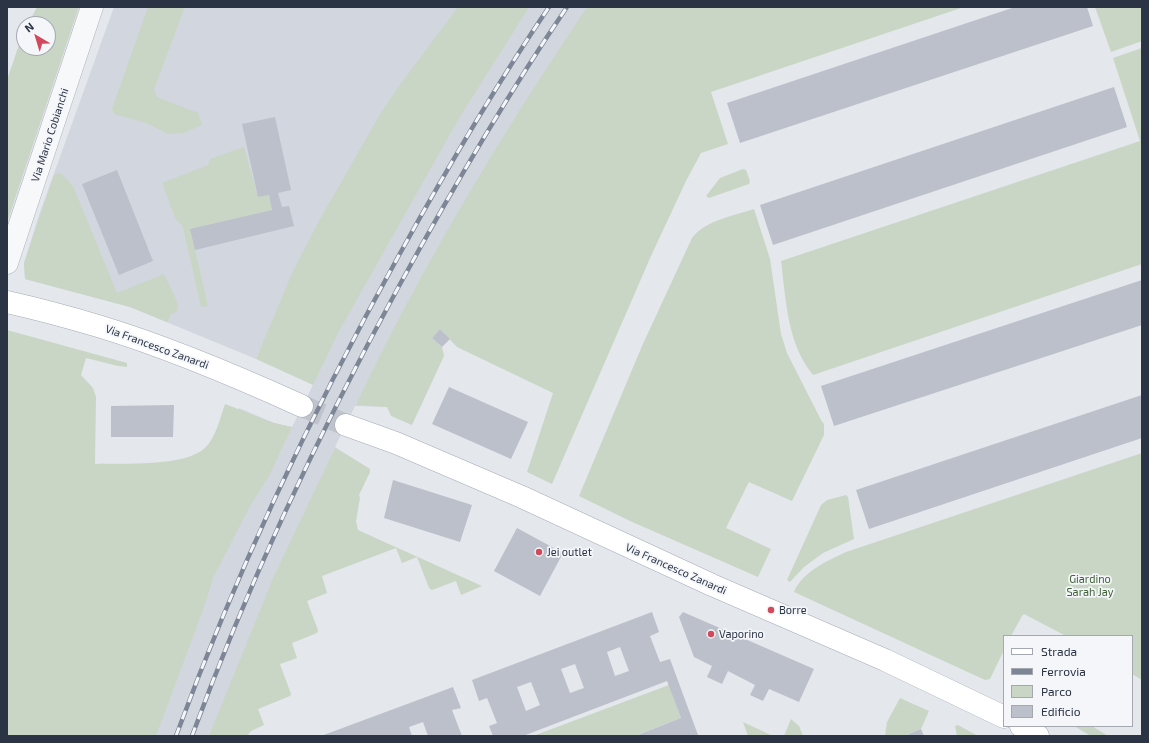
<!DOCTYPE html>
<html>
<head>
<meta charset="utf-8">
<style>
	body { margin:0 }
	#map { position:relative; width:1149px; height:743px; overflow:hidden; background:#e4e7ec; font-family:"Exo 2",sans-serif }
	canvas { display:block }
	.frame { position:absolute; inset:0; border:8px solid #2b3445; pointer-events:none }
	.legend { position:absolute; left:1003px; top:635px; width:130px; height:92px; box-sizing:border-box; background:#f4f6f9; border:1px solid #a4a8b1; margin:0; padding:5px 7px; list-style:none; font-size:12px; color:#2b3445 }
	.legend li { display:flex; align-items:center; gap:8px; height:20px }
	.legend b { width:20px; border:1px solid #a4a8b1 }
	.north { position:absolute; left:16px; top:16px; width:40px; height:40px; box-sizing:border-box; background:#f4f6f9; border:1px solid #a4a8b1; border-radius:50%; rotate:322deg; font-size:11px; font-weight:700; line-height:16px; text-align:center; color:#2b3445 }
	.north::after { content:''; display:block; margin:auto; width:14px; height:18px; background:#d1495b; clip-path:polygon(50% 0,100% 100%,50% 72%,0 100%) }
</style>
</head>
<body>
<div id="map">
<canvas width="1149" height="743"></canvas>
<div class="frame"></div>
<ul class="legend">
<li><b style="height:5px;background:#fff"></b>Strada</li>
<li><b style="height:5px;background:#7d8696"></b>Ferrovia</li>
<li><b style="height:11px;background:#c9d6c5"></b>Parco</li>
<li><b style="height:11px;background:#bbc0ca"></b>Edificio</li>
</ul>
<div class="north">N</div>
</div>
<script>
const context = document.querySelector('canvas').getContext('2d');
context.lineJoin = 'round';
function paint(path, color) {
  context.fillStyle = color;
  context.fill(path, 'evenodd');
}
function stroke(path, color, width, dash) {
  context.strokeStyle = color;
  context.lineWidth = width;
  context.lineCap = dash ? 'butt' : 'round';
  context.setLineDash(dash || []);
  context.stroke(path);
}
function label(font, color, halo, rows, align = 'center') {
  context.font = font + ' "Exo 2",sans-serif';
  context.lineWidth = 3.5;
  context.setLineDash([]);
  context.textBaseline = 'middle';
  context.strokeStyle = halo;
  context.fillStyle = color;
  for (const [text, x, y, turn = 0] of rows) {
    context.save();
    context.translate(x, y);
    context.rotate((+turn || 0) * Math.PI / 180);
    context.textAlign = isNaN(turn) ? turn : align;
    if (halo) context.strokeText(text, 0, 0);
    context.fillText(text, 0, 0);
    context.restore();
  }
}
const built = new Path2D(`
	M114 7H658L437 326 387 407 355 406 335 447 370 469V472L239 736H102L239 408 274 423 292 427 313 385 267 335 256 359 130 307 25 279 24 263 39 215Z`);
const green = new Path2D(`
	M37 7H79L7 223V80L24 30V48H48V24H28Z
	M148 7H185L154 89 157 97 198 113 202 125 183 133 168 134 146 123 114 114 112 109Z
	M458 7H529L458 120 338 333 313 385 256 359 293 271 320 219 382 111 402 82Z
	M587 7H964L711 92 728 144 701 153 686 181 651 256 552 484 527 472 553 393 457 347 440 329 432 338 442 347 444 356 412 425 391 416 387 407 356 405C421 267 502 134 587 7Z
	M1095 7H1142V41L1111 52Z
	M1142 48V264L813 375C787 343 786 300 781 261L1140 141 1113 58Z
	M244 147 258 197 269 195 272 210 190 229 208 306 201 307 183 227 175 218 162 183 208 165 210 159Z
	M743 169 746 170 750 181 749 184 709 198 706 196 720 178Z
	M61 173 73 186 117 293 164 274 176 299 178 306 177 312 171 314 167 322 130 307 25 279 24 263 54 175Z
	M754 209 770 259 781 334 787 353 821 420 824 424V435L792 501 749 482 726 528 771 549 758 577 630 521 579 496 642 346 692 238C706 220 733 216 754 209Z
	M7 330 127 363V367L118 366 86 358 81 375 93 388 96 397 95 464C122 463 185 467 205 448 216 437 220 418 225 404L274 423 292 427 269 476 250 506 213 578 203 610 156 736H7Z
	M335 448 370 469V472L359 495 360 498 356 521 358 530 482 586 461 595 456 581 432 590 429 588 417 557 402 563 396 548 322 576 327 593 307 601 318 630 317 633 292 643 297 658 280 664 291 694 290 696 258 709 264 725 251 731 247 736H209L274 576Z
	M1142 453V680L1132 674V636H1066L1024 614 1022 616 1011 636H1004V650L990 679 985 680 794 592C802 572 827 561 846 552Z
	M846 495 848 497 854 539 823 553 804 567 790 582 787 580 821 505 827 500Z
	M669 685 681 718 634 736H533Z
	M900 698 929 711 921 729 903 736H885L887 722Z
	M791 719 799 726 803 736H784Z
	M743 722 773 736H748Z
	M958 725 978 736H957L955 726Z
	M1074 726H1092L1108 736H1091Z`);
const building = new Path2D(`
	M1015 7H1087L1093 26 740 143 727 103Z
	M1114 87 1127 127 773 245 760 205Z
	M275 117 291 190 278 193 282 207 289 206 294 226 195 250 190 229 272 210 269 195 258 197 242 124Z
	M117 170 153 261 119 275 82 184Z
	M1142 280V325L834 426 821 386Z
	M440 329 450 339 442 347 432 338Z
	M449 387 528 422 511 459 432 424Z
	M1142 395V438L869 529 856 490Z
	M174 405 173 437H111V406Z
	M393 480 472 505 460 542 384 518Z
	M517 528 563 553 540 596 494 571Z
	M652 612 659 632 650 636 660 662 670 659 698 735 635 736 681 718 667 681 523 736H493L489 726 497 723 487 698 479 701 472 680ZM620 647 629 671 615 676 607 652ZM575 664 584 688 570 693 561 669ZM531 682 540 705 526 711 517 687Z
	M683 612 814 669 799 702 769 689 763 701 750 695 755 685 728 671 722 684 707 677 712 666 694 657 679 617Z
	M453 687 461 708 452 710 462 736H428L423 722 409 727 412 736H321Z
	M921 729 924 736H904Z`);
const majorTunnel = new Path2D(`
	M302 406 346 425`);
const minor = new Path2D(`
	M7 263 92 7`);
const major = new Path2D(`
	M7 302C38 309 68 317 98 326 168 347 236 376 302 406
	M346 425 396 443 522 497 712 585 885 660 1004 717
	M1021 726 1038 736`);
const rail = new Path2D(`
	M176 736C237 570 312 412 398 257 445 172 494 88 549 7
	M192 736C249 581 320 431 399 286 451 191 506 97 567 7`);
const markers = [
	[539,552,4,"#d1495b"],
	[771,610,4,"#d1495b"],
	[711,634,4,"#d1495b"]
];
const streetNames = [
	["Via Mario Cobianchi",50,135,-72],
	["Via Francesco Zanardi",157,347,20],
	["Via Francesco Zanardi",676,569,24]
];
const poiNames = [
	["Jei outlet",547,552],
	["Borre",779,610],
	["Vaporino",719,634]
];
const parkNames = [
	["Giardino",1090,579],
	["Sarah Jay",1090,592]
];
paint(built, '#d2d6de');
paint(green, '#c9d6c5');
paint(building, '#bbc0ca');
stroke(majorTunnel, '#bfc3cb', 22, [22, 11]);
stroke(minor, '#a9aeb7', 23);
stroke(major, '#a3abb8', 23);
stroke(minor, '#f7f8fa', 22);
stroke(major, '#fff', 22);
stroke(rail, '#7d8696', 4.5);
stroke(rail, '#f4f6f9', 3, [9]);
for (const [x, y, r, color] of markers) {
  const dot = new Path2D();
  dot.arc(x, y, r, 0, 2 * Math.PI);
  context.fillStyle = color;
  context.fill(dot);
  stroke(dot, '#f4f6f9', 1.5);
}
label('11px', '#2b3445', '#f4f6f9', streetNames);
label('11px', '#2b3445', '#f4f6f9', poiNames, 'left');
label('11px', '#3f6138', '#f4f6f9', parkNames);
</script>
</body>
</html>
+ + +
**Required work:** Within the listing above, the range opens at the line with "context.lineCap = dash ? 'butt' : 'round';" and closes at the line with "M754 209 770". Reproduce exactly the lines of that range, including both ends.

**Task output:**
  context.lineCap = dash ? 'butt' : 'round';
  context.setLineDash(dash || []);
  context.stroke(path);
}
function label(font, color, halo, rows, align = 'center') {
  context.font = font + ' "Exo 2",sans-serif';
  context.lineWidth = 3.5;
  context.setLineDash([]);
  context.textBaseline = 'middle';
  context.strokeStyle = halo;
  context.fillStyle = color;
  for (const [text, x, y, turn = 0] of rows) {
    context.save();
    context.translate(x, y);
    context.rotate((+turn || 0) * Math.PI / 180);
    context.textAlign = isNaN(turn) ? turn : align;
    if (halo) context.strokeText(text, 0, 0);
    context.fillText(text, 0, 0);
    context.restore();
  }
}
const built = new Path2D(`
	M114 7H658L437 326 387 407 355 406 335 447 370 469V472L239 736H102L239 408 274 423 292 427 313 385 267 335 256 359 130 307 25 279 24 263 39 215Z`);
const green = new Path2D(`
	M37 7H79L7 223V80L24 30V48H48V24H28Z
	M148 7H185L154 89 157 97 198 113 202 125 183 133 168 134 146 123 114 114 112 109Z
	M458 7H529L458 120 338 333 313 385 256 359 293 271 320 219 382 111 402 82Z
	M587 7H964L711 92 728 144 701 153 686 181 651 256 552 484 527 472 553 393 457 347 440 329 432 338 442 347 444 356 412 425 391 416 387 407 356 405C421 267 502 134 587 7Z
	M1095 7H1142V41L1111 52Z
	M1142 48V264L813 375C787 343 786 300 781 261L1140 141 1113 58Z
	M244 147 258 197 269 195 272 210 190 229 208 306 201 307 183 227 175 218 162 183 208 165 210 159Z
	M743 169 746 170 750 181 749 184 709 198 706 196 720 178Z
	M61 173 73 186 117 293 164 274 176 299 178 306 177 312 171 314 167 322 130 307 25 279 24 263 54 175Z
	M754 209 770 259 781 334 787 353 821 420 824 424V435L792 501 749 482 726 528 771 549 758 577 630 521 579 496 642 346 692 238C706 220 733 216 754 209Z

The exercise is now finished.